* _What you should do_: Work through the entries below and show every line in which "canvas" is found.

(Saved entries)
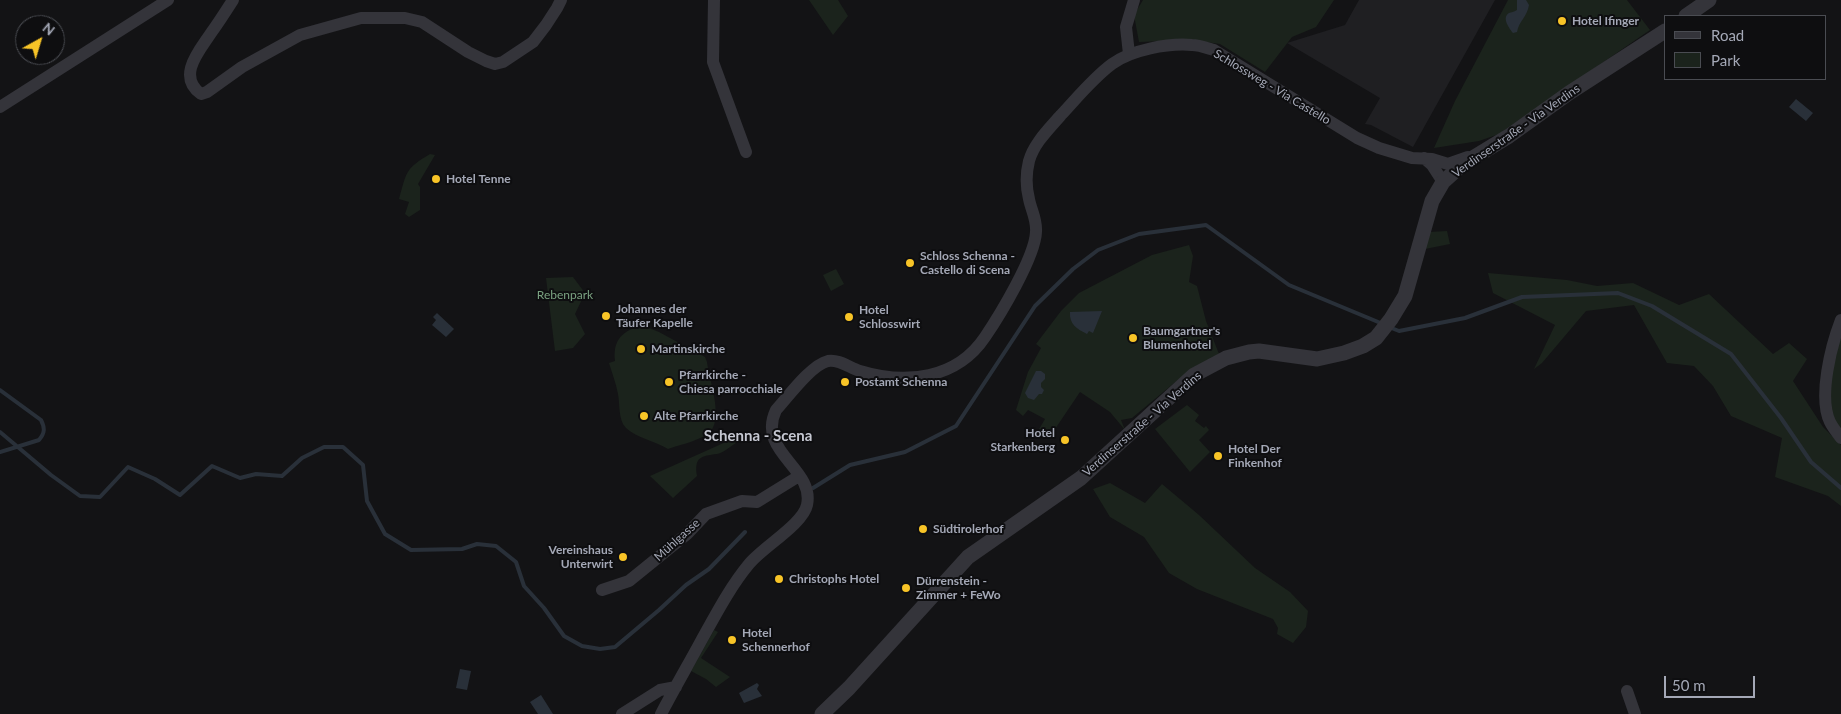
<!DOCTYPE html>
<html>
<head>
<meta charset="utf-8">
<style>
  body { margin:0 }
  #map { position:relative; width:1841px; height:714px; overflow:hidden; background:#131315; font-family:Lato,sans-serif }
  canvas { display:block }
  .legend { position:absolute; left:1664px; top:15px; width:162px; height:65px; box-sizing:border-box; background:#0e0e10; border:1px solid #4a4c52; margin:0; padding:6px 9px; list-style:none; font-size:15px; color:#a4a8b6 }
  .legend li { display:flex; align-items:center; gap:10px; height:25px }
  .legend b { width:25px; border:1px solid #4a4c52 }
  .north { position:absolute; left:15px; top:15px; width:50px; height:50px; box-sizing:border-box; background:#0e0e10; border:1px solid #4a4c52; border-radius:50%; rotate:39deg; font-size:14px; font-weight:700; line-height:20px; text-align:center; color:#a4a8b6 }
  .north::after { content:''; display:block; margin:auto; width:18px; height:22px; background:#f8c427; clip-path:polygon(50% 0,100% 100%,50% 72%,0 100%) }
  .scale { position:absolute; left:1664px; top:676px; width:91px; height:22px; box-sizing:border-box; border:2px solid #a4a8b6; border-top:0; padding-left:6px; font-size:15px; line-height:18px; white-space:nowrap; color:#a4a8b6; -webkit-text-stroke:4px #0e0e10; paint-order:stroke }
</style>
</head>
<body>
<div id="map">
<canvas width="1841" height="714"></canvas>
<ul class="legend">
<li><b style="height:6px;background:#34343a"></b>Road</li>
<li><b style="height:14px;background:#1b231c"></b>Park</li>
</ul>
<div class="north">N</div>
<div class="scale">50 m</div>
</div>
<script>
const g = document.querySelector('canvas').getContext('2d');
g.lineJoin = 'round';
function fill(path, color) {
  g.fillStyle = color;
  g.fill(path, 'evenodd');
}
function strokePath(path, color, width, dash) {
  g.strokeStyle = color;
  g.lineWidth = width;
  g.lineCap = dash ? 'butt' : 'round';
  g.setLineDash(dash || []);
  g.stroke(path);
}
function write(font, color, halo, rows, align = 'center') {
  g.font = font + ' Lato,sans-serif';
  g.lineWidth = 4;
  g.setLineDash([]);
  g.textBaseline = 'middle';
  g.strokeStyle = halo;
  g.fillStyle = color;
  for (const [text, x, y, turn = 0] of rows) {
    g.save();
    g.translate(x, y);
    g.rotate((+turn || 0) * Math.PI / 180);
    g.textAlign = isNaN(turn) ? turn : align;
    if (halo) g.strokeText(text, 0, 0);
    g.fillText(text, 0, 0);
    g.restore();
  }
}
const built = new Path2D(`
  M1359 0H1495L1413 147 1371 125 1365 124 1380 98 1287 43 1345 25Z`);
const green = new Path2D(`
  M809 0H838L848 16 833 35Z
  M1143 0H1334L1316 27 1292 37 1265 72 1220 44 1192 40 1139 42 1134 15Z
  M1508 0H1627L1650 30 1499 134 1479 141 1434 148 1455 101Z
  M430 154 435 155 418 184 420 187V210L409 217 405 214 409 202 399 199C407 171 405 169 430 154Z
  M1447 231 1450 244 1425 249 1429 232Z
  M1189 245 1193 256 1189 282 1197 286 1206 321 1219 354 1179 379 1132 418 1121 420 1125 430 1110 412 1080 392 1049 438 1038 431 1045 419 1028 410 1023 416 1016 410 1028 372 1041 348 1036 344 1061 311 1079 293 1152 255Z
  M836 269 844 284 831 291 823 275Z
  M1488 273 1567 280 1597 286 1633 283 1679 305 1709 294 1773 354 1789 343 1807 359 1793 381 1823 427 1841 445V506L1828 496 1775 477 1782 438 1731 416 1713 386 1694 366 1667 363 1634 305 1586 311 1542 363 1534 369 1555 325 1493 293Z
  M573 277 585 293 575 314 585 334 573 348 555 351 546 278Z
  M1841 320V438L1829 421 1831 349Z
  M640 326 649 328 659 332 705 357 707 362C709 380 723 415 711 431 703 440 679 445 668 449 655 441 637 438 626 428 618 420 620 404 618 394 616 383 612 373 609 363L615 361C613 342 620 332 640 326Z
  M1187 405 1199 415 1195 421 1204 428 1206 426 1209 430 1199 440 1210 452 1190 472 1155 429Z
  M737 437 739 441C733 444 724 453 717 454 701 456 694 457 697 476L673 498 650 476Z
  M1110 483 1145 503 1162 484 1199 515 1255 568 1290 592 1308 611 1306 627 1293 643 1277 634 1278 628 1273 619 1197 589 1169 573 1144 537 1110 517 1093 489Z
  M714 630 718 632 701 658 730 677 716 687 706 679 691 671Z`);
const water = new Path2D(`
  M1517 0H1526L1529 5C1527 17 1519 21 1517 32L1513 33C1510 29 1501 18 1509 13 1511 12 1514 12 1517 10Z
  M1796 99 1813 113 1806 121 1789 107Z
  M1102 311 1093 333 1089 331 1087 334C1077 329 1069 324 1070 312Z
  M437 313 454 329 446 337 432 325 436 320 433 317Z
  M1036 371H1041L1045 374V379L1041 383V387L1044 390 1042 394H1039L1034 400 1028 398 1025 393Z
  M460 669 471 671 467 690 456 688Z
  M757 683 759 685 757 689 762 696 744 703 739 693Z
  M541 695 553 714H538L530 702Z`);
const stream = new Path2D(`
  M1389 327 1399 331 1465 318 1522 297 1618 293 1652 306 1731 354 1781 418 1811 462 1841 488
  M0 390 41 420C45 428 45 433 39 440L0 452
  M0 432 51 475 80 496 100 497 128 467 155 479 180 495 212 466 240 478 256 474 282 476 302 458 324 447H343L363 465 367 501 385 534 411 550 462 549 477 544 496 546 516 562 524 586 544 608 564 636 582 646 600 649 615 647 659 610 686 585 709 569 745 532
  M813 488 850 465 905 452 956 426 1035 306 1073 269 1098 250 1139 234 1206 225 1289 285 1383 324`);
const minor = new Path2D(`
  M233 0C226 11 219 22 211 33 200 50 176 76 201 94L207 92 242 67 300 35 361 18H405L422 22 468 52 486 61 495 64 503 62 533 42 546 25 557 8 561 0
  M714 0 713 62 746 152
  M1129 54 1126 27 1134 0
  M0 107 168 0
  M1424 158 1432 165 1443 182
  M1841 320C1831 346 1818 397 1830 422 1833 428 1837 433 1841 438
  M602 590 629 581 687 534 706 514 742 501 757 502 799 476
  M1627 691 1635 714
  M622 714 660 690 676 687
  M661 714C674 689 688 665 701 641 716 614 730 587 749 564 763 547 803 524 807 505 815 468 756 452 776 410 788 397 811 365 828 361 839 359 850 368 860 371 906 385 957 379 985 337 1000 315 1035 257 1036 232 1037 219 1031 210 1029 199 1026 187 1026 173 1029 161 1034 143 1049 129 1061 115 1077 98 1093 78 1112 64 1131 50 1168 43 1192 45 1199 45 1207 48 1214 50L1357 138 1379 148 1412 158 1432 159 1448 164 1468 157`);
const tertiary = new Path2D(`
  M1686 16 1709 0
  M822 714 849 688 968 557 1081 478 1194 375 1226 358 1249 352 1259 351 1317 359 1344 353 1363 346 1376 338 1391 319 1405 296 1432 201 1443 182 1463 164 1509 136 1569 93 1665 31`);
const markers = [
  [1562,21,5,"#f8c427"],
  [436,179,5,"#f8c427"],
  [910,263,5,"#f8c427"],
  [606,316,5,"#f8c427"],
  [849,317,5,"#f8c427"],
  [1133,338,5,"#f8c427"],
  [641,349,5,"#f8c427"],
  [669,382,5,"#f8c427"],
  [845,382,5,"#f8c427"],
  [644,416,5,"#f8c427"],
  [1065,440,5,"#f8c427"],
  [1218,456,5,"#f8c427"],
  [923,529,5,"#f8c427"],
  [623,557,5,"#f8c427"],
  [779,579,5,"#f8c427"],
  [906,588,5,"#f8c427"],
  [732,640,5,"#f8c427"]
];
const poiNames = [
  ["Hotel Ifinger",1572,21],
  ["Hotel Tenne",446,179],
  ["Schloss Schenna -",920,256],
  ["Castello di Scena",920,270],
  ["Johannes der",616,309],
  ["Täufer Kapelle",616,323],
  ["Hotel",859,310],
  ["Schlosswirt",859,324],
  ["Baumgartner's",1143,331],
  ["Blumenhotel",1143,345],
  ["Martinskirche",651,349],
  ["Pfarrkirche -",679,375],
  ["Chiesa parrocchiale",679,389],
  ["Postamt Schenna",855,382],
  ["Alte Pfarrkirche",654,416],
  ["Hotel",1055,433,"right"],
  ["Starkenberg",1055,447,"right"],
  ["Hotel Der",1228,449],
  ["Finkenhof",1228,463],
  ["Südtirolerhof",933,529],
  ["Vereinshaus",613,550,"right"],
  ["Unterwirt",613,564,"right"],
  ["Christophs Hotel",789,579],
  ["Dürrenstein -",916,581],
  ["Zimmer + FeWo",916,595],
  ["Hotel",742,633],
  ["Schennerhof",742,647]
];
const streetNames = [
  ["Schlossweg - Via Castello",1272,87,31],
  ["Verdinserstraße - Via Verdins",1516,131,-35],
  ["Verdinserstraße - Via Verdins",1142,424,-41],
  ["Mühlgasse",677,540,-42]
];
const parkNames = [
  ["Rebenpark",565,295]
];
const quarterNames = [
  ["Schenna - Scena",758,436]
];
fill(built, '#1f1f22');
fill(green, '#1b231c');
fill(water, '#293039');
strokePath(stream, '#293039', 4);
strokePath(minor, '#34343a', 12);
strokePath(tertiary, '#34343a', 15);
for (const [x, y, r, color] of markers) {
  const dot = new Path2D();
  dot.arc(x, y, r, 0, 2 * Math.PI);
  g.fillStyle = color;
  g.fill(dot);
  strokePath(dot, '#0e0e10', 2);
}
write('bold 12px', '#a4a8b6', '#0e0e10', poiNames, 'left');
write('12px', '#a4a8b6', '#0e0e10', streetNames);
write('12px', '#7aa180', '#0e0e10', parkNames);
write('bold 15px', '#c5c7d1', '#0e0e10', quarterNames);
</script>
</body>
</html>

* _Your solution_:
  canvas { display:block }
<canvas width="1841" height="714"></canvas>
const g = document.querySelector('canvas').getContext('2d');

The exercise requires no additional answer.